Ülkemizde -iklim özellikleri ve coğrafi konumu nedeniyle- sıklıkla doğal afetler meydana gelmektedir. Bununla birlikte birinci derece deprem kuşağında bulunmasından dolayı en sık yaşanan ve en fazla zarara sebep olan doğal afet; depremdir.

Tehlike, yaşamı tehdit eden çevreye ve topluma zarar verebilme ihtimali olan; ekonomik, sosyal ve fiziki kayıplara yol açabilecek; doğal, teknolojik ya da insan kaynaklı fiziki olay ve olgular olarak tanımlanabilir.

Risk ise, potansiyel kayıpları ifade etmektedir. Yani; tehlikenin, bir bölgedeki insanlar, yapılar ve kültürel varlıklar üzerindeki tahmini kötü etkisi anlamına gelmektedir. Başka bir ifade ile; tehlike ihtimaline göre belli bir alanda meydana gelen kayıpların ölçüsüdür.

Afetler etkileri bakımından çok yönlü ele alınmalıdır; zira bir afet başka bir afete neden olabilmektedir. Bu duruma örnek olarak depremleri verebiliriz. Tarihte meydana gelmiş büyük depremlerin etkilerine baktığımızda, hepsinde ikincil afetlerin yaşandığını görebiliriz. Depremler başlı başına bir afet olmakla birlikte; yangın, patlama, çevre kirliliği ve su baskını gibi başka afetleri tetikleyebilmektedirler. Bu açıdan bakıldığında afetleri tek başına ele almak doğru değildir.

Tanımlardan da anlaşılacağı gibi afetler engellenemez, tehlike vardır ancak riskleri ve afetlerin etkilerini en aza indirebilir veya ortadan kaldırabiliriz. O halde olası bir afet durumunda; afet öncesi hazırlık nasıl olmalı? Hangi önlemleri alabiliriz? Risklere karşı kişisel çabamız ile neler yapabiliriz?

Öncelikle “tehlike ve risk oluşturacaklar” listenizin oldukça uzun olduğunu tahmin edebiliyorum. Bizler için çok sıradan olabilen herhangi bir materyal, afet anında oldukça hayati önem taşıyabiliyor. Listenizi hazırlarken bunları farkedeceksiniz.

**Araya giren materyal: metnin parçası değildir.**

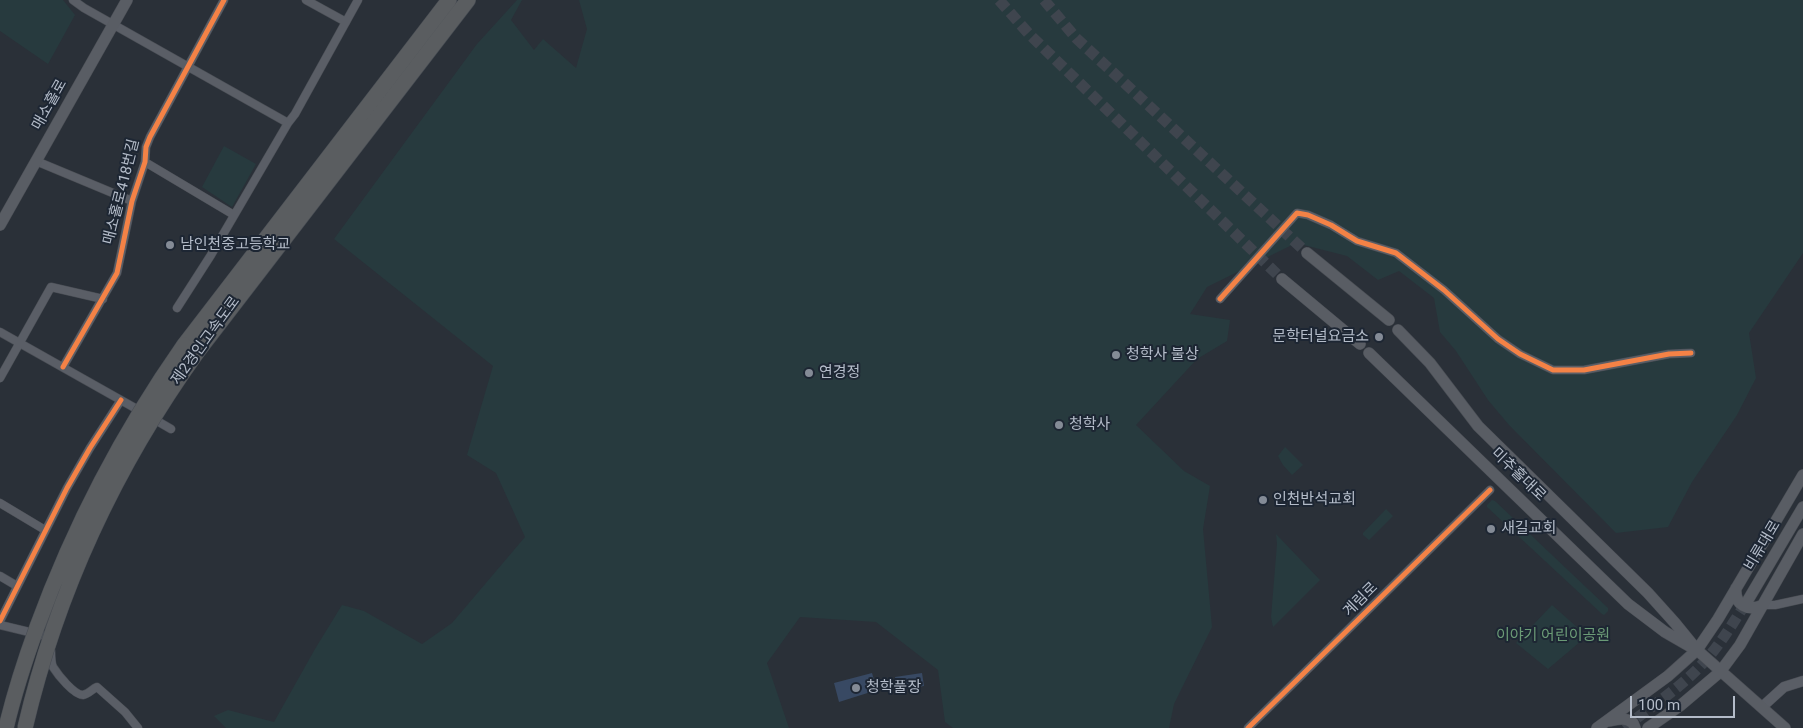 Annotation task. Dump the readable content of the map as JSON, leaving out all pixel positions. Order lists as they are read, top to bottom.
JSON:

Büyük depremler sonrası belirlenen can kayıpları, yaralanmalar ve maddi kayıplar istatistikleri bize gösteriyor ki; yapısal olmayan unsurların meydana getirdiği hasarlar, çok sayıda önlenebilir yaralanma ve ölümlere sebep olmuştur. Bu hasarlar aynı zamanda, kurtarma ve yardım operasyonlarına engel oluşturur, büyük maddi kayıplara yol açar ve depremin ardından hayata devam etmeyi zorlaştırır. Bu hasarlara neden olan yapısal olmayan unsurları, binanın taşıyıcı sistemi haricinde kalan kısımlar olarak ifade edebiliriz. Bütün bu kısımlar ve binanın içindekiler için bireysel çabamız ile önlem alabiliriz. Peki etkileri ortadan kaldırmak veya en aza indirmek için neler yapabiliriz? Bizim için risk oluşturabilecek malzemelerimiz konusunda alabileceğimiz bazı önlemleri sıralarsak:

ü Bir alanda, daha güvenli başka bir yere taşıyabileceğiniz, ağır ve yüksek eşyalar var mı?

o Varsa risk oluşturmayacak başka bir alana taşınmalıdır.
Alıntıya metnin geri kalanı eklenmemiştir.